### Work to complete
Find all lines below containing the string "vapaa" and return them.

### Data listing
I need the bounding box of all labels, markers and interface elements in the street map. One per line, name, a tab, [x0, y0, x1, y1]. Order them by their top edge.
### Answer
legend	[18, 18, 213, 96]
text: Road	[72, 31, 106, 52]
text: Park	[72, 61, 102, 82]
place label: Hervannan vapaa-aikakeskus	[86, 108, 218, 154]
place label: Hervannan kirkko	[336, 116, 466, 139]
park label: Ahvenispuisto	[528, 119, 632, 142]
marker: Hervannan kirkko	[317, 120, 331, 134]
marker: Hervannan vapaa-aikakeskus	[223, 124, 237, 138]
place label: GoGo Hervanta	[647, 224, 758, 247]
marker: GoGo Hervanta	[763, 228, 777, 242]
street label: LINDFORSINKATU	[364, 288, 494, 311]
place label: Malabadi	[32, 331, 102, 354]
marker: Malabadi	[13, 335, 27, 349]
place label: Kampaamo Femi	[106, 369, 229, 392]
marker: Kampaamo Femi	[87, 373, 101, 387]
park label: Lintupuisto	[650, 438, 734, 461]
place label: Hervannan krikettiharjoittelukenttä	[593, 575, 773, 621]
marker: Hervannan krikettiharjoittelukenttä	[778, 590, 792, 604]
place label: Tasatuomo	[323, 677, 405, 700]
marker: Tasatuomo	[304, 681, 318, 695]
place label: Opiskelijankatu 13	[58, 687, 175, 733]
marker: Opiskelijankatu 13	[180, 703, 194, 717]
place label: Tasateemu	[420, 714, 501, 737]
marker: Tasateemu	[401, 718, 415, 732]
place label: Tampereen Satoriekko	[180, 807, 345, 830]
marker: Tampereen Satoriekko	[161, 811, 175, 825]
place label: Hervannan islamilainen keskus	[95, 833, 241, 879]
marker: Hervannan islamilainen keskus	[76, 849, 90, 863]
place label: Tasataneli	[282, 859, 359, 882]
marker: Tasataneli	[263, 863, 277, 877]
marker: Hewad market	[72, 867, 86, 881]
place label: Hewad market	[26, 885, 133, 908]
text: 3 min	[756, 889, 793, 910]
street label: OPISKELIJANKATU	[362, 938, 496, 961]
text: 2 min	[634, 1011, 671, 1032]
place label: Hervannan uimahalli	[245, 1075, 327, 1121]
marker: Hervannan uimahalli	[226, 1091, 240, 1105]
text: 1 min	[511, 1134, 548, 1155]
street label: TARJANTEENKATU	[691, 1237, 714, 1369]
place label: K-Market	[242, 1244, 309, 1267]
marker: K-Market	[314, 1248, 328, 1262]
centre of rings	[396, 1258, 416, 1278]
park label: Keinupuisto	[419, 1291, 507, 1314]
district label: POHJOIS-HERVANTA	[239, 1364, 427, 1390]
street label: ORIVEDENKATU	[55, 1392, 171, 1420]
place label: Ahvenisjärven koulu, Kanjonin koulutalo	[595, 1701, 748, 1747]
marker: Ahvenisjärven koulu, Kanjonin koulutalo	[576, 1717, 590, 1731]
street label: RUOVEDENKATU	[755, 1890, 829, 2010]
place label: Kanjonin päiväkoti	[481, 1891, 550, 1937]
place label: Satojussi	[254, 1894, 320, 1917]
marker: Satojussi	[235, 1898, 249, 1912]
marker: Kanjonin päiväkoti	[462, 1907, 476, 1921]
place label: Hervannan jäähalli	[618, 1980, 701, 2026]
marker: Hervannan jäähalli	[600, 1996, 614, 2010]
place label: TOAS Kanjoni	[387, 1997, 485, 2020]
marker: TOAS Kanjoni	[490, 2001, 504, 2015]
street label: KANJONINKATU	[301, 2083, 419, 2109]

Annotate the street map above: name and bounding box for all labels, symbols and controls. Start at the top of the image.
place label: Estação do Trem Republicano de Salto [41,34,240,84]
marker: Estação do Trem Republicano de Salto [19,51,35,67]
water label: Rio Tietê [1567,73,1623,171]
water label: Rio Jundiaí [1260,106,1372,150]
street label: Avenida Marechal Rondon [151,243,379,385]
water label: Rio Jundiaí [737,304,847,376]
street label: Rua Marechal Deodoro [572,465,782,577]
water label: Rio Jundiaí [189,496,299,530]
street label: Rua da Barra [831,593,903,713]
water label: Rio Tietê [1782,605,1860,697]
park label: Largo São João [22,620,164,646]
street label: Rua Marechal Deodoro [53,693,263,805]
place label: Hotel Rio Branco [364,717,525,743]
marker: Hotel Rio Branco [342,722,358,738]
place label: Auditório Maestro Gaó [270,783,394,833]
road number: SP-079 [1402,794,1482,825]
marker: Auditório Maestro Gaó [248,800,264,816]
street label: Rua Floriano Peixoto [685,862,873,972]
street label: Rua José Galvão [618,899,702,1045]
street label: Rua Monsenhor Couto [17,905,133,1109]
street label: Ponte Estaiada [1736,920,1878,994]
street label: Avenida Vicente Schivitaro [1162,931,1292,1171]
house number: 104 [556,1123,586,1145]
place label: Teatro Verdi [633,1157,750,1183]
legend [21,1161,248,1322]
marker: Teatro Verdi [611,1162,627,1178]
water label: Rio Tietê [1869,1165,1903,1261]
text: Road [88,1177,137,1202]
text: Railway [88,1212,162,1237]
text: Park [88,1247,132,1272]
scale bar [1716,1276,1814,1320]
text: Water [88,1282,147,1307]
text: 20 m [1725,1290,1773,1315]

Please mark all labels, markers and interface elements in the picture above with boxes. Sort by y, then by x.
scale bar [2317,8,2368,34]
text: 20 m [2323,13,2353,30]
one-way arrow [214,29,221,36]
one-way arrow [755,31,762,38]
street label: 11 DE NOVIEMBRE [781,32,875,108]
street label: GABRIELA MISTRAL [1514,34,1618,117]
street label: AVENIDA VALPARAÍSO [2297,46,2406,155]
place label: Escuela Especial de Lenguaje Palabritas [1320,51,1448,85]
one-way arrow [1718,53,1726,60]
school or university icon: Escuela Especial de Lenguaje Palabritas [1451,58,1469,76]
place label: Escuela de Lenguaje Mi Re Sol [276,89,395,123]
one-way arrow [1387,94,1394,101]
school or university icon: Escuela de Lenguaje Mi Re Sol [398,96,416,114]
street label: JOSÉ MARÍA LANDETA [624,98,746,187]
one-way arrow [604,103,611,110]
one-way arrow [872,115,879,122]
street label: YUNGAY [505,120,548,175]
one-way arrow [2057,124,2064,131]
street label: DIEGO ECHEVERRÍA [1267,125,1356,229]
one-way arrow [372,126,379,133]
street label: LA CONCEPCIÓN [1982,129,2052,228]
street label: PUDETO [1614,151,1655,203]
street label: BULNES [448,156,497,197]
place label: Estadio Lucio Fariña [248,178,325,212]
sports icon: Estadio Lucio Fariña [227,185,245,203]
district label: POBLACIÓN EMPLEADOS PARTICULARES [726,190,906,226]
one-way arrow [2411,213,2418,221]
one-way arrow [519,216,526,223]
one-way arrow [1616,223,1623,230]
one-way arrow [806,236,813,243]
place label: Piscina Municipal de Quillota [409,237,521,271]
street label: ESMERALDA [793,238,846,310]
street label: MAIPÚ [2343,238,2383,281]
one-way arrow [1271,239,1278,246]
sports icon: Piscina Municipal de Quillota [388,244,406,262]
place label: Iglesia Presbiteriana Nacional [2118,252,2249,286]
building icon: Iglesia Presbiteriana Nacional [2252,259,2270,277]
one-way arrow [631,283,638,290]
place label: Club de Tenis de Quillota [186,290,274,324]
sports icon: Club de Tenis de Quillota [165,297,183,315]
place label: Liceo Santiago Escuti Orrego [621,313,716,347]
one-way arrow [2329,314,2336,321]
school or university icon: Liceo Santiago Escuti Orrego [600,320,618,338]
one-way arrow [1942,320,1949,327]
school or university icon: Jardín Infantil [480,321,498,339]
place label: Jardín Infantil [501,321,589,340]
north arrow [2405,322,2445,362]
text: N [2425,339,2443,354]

### The completed task
place label: Hervannan vapaa-aikakeskus	[86, 108, 218, 154]
marker: Hervannan vapaa-aikakeskus	[223, 124, 237, 138]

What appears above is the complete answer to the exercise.